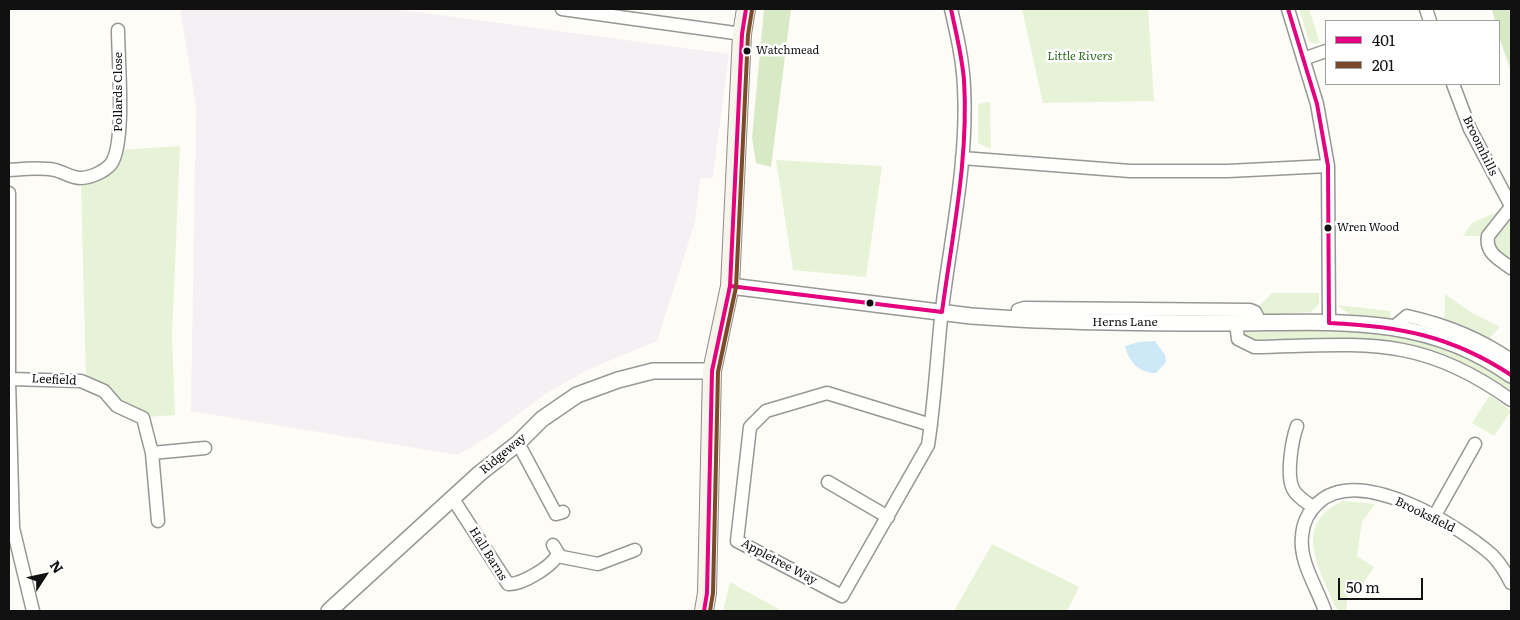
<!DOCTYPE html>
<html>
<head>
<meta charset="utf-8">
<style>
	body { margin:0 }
	#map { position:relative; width:1520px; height:620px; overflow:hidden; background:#fdfcf7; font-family:Literata,serif }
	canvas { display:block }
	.frame { position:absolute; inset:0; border:10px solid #111; pointer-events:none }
	.legend { position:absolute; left:1325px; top:20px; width:175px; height:65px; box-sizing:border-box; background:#fff; border:1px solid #a0a0a0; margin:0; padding:6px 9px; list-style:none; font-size:15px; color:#111 }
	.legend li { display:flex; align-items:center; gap:10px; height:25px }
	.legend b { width:25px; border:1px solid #a0a0a0 }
	.north { position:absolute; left:20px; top:550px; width:50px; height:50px; -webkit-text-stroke:4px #fff; paint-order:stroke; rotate:55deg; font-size:14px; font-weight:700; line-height:20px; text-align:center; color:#111 }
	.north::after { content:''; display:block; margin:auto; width:18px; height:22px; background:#111; clip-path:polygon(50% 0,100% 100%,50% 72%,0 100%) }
	.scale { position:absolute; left:1338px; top:578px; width:85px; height:22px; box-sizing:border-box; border:2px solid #111; border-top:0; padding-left:6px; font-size:15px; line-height:18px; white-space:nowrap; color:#111; -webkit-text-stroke:4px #fff; paint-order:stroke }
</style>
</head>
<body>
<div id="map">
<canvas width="1520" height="620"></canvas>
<div class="frame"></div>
<ul class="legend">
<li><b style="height:6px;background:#e5007d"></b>401</li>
<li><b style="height:6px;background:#7a4b2a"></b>201</li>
</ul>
<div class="north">N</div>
<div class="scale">50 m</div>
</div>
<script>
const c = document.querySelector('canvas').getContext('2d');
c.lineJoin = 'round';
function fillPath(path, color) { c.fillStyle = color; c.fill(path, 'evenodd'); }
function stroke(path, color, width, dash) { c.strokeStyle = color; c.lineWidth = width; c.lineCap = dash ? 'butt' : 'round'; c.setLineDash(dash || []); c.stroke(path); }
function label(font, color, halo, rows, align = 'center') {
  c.font = font + ' Literata,serif'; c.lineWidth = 5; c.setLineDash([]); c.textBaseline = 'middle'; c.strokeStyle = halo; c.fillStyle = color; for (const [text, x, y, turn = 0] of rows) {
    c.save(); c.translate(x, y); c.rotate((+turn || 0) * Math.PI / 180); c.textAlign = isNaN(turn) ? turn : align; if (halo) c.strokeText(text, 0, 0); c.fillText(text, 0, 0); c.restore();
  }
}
fillPath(new Path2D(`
	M180 9H395L729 54 713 177 700 179 695 222 657 341 587 370 545 394 491 435 458 455 191 411 196 106Z`), '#f5f0f3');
fillPath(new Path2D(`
	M1022 9H1148L1154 101 1043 103Z
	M1299 9H1309L1320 43 1315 44 1309 41Z
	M990 102 991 149 978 143V104Z
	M180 146 172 336 175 415 146 417 120 405 86 379 81 183 122 150Z
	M776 160 882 166 866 277 793 270Z
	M1497 212 1480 236H1463L1472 223Z
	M1511 219V263L1497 253 1491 240Z
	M1272 293H1319V304L1311 312 1265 315 1259 306Z
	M1445 294 1472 313 1500 327 1484 344 1444 328Z
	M1337 305 1390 311 1391 318 1387 320 1349 314Z
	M1246 329 1395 330 1446 348 1488 367 1511 382V396L1472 368 1445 356 1258 343 1244 336Z
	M1490 395 1511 411 1494 436 1472 423Z
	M1342 501 1375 504 1362 522 1357 556 1374 567 1357 593 1349 588 1346 611H1339L1336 608C1320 569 1291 526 1342 501Z
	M992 544 1079 587 1067 611H954Z
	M730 582 782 611H723Z`), '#e7f3d7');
fillPath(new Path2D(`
	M764 9H791L771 167 756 163 752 138Z
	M1492 9H1511V71L1499 37V21H1495Z`), '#d8eac5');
fillPath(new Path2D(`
	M1155 341 1165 355 1166 362 1156 373C1140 373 1129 363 1125 346L1139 342Z`), '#cde8f7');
const minor = new Path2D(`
	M562 9 742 34
	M1288 9 1317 104 1328 166 1329 323
	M1426 9 1430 21
	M1303 59 1326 51
	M1453 84 1470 129 1511 206
	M962 158 1130 171H1228L1328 166
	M9 170C24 169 39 167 55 170 63 172 72 178 80 178 90 178 104 172 111 164 126 143 118 59 118 30
	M9 193V377
	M1511 207 1488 236C1485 253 1499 259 1511 268
	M1017 319 1018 310 1024 308 1250 310 1255 312 1260 322
	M1236 323 1238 339 1254 347C1361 345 1418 333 1511 400
	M1395 326 1407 316C1443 324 1481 339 1511 360
	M9 379 81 381 104 391 117 406 143 418 152 453 158 521
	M9 380 13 528 33 611
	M931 425 827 393 766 411 750 427 737 541 842 596 928 445C935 400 937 354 942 309 951 236 968 161 964 87 963 61 957 35 951 9
	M1297 426C1292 440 1286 475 1293 489 1297 497 1306 502 1313 507
	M518 443 556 514 563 512
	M152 453 205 448
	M828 482 888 517
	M453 499 508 584C521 585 554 566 558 553L553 545
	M1434 517 1475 444
	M557 556 598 564 635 550
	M1325 611C1317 587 1299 562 1302 536 1303 522 1308 512 1318 503 1359 464 1458 525 1492 555 1500 563 1506 573 1511 583`);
const tertiary = new Path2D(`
	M730 286 971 316 1017 319C1090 323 1164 323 1237 323 1336 322 1427 314 1511 375
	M329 611 479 474 518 443 542 419 577 395 618 380 653 371H712`);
const secondary = new Path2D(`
	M704 611 707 593 712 371 730 286 742 34 746 9`);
stroke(minor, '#979795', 15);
stroke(tertiary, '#979795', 18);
stroke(secondary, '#8e8d8b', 20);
stroke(minor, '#fffffe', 12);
stroke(tertiary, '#fffffe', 15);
stroke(secondary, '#f6f4eb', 18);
stroke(new Path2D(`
	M1288 9 1317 104 1328 166 1329 323C1399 326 1452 336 1511 375
	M730 286 942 312C952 236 969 158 964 80 962 56 956 33 951 9
	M704 611 707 593 712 371 730 286 742 34 746 9`), '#e5007d', 4);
stroke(new Path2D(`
	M710 611 713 593 718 372 736 287 748 35 752 10`), '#7a4b2a', 4);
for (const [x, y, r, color] of [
	[747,51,4.5,"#111"],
	[1328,228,4.5,"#111"],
	[870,303,4.5,"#111"]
]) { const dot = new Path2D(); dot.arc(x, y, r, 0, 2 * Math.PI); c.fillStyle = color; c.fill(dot); stroke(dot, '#fff', 2); }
label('11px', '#111', '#fff', [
	["Watchmead",756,51],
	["Wren Wood",1337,228]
], 'left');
label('italic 12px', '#2f6b1f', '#fff', [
	["Little Rivers",1080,56]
]);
label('12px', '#111', '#fff', [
	["Pollards Close",118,92,-90],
	["Broomhills",1480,146,64],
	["Herns Lane",1125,322],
	["Leefield",54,380,3],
	["Ridgeway",503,454,-40],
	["Brooksfield",1425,515,26],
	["Hall Barns",488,554,58],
	["Appletree Way",779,562,28]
]);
</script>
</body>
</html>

☆ ☆ ☆

### Work to complete
The answer consists of every line above in which the word "setLineDash" occurs.

### Answer
function stroke(path, color, width, dash) { c.strokeStyle = color; c.lineWidth = width; c.lineCap = dash ? 'butt' : 'round'; c.setLineDash(dash || []); c.stroke(path); }
  c.font = font + ' Literata,serif'; c.lineWidth = 5; c.setLineDash([]); c.textBaseline = 'middle'; c.strokeStyle = halo; c.fillStyle = color; for (const [text, x, y, turn = 0] of rows) {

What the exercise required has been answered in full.